The backbone has sheet metal in the construction (area "B" above) of it but unlike a stock CB350 there is a 1.25" steel tube (3/16" wall thickness) that is welded into the neck and is fully welded through the remaining stock lower backbone (where the top engine mount is) and then welded to the down tube at the rear of the engine. There is also extra support connecting the pipe to the neck that was not shown on this thread. The sheet metal piece I welded in is 16 gauge (approx. 1/16" or 0.06" thick which it comparable or better than stock) and is welded to the neck and along the backbone that I put in. The angle of the triangle that the sheet metal makes is appropriate to distribute the load along the backbone of the bike. If the angle was too steep it would not provide enough rigidity to support the load. The shape made is almost a perfect geometrical triangle.
A 250lbs man just sitting on the bike could do the trick.

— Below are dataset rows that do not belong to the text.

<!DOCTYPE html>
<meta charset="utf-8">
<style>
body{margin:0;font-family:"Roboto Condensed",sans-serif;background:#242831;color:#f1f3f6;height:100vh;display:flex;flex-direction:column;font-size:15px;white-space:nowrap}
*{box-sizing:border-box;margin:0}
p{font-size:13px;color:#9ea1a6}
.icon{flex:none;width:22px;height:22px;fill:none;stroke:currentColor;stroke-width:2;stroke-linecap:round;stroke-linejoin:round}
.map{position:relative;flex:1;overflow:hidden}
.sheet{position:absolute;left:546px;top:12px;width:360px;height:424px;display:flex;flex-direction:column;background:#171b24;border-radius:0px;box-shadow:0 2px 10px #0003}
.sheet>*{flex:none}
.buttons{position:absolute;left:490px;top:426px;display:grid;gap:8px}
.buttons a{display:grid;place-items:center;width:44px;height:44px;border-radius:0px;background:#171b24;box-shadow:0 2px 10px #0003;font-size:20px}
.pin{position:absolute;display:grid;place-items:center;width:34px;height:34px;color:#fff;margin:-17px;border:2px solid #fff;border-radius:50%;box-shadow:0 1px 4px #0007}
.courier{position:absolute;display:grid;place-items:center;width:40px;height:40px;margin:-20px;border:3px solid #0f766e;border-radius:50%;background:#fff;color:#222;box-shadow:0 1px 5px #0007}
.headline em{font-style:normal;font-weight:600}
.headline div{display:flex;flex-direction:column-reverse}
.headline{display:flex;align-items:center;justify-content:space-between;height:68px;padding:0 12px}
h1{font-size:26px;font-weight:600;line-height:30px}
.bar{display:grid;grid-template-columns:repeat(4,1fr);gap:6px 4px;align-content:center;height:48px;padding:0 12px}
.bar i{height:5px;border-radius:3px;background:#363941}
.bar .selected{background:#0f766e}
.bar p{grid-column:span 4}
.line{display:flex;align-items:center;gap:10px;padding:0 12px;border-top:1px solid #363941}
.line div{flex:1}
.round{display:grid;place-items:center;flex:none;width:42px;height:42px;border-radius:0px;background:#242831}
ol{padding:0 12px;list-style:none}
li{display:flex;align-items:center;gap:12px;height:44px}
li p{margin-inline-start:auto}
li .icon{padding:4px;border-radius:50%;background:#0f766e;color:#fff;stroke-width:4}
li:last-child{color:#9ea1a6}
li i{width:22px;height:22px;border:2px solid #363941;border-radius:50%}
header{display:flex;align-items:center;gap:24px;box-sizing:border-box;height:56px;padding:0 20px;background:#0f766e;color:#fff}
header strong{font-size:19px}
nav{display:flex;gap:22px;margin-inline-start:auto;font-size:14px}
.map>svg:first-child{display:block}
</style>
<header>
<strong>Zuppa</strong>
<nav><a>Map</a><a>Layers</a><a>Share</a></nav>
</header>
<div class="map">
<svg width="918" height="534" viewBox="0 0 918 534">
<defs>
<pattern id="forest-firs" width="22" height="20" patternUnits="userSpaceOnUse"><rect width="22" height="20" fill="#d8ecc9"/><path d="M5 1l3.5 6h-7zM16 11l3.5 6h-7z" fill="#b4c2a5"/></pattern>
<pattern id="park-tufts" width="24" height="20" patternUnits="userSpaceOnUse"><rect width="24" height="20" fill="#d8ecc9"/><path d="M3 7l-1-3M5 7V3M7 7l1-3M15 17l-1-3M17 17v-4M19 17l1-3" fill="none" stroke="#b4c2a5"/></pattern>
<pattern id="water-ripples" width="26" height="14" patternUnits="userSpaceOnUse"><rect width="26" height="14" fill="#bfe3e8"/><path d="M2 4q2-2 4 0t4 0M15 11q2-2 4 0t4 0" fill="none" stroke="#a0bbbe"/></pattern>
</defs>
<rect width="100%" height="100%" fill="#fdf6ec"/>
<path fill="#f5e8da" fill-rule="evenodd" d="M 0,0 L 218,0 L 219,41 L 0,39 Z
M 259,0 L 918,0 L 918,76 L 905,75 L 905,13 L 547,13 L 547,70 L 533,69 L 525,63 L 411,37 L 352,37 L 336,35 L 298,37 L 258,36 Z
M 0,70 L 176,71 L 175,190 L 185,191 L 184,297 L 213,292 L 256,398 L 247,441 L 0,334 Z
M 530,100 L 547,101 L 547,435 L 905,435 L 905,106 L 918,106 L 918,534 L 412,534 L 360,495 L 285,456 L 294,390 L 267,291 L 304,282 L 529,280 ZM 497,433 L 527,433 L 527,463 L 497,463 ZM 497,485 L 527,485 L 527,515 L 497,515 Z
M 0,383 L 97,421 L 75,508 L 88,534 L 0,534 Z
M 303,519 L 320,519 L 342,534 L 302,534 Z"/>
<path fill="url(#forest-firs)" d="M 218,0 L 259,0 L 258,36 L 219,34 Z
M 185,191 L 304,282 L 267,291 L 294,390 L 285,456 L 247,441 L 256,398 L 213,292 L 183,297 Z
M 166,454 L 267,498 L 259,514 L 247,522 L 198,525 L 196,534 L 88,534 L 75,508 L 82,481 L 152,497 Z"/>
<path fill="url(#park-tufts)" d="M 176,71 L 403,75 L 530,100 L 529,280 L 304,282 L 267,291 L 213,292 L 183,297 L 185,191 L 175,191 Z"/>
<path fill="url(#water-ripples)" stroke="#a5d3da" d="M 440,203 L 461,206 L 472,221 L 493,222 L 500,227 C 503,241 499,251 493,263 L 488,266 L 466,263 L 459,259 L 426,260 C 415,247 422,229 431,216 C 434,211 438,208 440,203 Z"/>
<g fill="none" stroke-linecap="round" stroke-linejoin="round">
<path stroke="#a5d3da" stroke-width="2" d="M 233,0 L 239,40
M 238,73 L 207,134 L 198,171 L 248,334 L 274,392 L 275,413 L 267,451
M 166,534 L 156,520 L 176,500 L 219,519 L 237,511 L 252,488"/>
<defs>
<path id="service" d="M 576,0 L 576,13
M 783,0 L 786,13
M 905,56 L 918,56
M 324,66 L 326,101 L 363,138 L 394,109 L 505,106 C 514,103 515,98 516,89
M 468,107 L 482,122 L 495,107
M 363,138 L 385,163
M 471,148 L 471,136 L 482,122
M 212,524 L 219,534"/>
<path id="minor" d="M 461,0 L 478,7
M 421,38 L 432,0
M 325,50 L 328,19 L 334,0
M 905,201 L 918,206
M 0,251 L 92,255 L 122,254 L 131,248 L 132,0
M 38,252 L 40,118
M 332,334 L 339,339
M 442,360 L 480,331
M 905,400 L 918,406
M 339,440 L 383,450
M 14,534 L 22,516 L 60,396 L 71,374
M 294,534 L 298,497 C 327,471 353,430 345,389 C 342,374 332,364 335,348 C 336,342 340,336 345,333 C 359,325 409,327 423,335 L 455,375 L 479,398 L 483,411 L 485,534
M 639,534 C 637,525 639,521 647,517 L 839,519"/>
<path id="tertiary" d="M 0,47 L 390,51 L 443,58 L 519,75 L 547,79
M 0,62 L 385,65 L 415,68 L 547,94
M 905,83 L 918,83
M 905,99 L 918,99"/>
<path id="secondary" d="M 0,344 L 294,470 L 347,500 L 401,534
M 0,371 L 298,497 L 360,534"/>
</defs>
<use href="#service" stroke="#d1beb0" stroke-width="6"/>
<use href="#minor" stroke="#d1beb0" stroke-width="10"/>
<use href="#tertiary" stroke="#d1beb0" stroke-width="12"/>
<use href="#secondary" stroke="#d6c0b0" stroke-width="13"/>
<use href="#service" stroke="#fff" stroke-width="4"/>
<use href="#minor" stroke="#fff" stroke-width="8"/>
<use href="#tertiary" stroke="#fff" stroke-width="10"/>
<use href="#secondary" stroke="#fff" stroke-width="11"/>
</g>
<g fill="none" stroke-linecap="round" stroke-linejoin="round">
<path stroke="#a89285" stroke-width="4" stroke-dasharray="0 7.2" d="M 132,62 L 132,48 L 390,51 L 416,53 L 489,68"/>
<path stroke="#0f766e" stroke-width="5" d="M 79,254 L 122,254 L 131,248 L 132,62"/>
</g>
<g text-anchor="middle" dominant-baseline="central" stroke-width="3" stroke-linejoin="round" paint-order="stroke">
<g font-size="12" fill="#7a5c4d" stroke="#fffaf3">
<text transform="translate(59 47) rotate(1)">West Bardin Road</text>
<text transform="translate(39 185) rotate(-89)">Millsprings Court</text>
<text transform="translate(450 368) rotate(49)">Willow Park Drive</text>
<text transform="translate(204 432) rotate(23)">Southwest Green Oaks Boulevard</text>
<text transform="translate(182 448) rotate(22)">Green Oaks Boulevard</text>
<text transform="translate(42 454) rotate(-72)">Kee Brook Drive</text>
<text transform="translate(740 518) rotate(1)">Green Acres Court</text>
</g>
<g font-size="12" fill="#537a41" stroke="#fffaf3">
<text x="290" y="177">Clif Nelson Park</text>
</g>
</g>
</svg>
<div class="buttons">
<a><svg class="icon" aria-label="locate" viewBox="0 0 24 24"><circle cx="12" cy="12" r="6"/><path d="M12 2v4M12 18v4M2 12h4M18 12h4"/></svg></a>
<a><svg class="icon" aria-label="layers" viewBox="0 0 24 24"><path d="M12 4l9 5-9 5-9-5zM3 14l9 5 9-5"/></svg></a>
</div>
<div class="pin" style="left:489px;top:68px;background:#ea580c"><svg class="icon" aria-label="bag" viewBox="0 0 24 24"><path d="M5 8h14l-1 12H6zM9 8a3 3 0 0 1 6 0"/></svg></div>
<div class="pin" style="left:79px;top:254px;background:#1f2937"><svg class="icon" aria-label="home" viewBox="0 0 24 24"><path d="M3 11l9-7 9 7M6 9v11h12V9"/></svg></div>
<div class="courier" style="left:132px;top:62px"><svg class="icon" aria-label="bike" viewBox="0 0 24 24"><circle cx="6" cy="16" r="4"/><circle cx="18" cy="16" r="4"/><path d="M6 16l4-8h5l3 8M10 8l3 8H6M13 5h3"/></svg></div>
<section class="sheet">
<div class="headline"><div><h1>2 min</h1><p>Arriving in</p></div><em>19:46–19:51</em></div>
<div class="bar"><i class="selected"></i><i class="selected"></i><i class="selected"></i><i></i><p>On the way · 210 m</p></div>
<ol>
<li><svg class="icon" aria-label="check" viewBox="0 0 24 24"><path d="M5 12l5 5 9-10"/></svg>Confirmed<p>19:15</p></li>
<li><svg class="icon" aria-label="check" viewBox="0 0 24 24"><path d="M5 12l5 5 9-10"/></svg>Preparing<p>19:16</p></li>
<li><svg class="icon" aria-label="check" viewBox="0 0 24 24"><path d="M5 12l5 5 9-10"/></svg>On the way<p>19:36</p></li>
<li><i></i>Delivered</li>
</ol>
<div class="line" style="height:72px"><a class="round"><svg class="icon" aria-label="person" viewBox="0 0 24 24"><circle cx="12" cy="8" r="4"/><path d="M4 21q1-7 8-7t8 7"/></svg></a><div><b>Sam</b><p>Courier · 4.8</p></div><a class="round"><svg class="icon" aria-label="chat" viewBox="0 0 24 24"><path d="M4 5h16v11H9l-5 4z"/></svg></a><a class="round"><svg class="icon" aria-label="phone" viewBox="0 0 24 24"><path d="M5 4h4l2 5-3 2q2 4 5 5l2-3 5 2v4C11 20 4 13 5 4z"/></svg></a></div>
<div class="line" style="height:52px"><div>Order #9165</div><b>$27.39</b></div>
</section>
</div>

This thing isn't cardboard, its steel. Do you really think a 250lbs man just sitting on the bike would cause the frame to break? Seriously? I'm only 170lbs so I guess I'm good to go right?
Feel free to get your crayons out and color on a picture of the bike if you want but ultimately without seeing what I have done in person and the steps I have taken to ensure the rigidity of the frame you have no sold platform to base your unfounded opinions on now do you?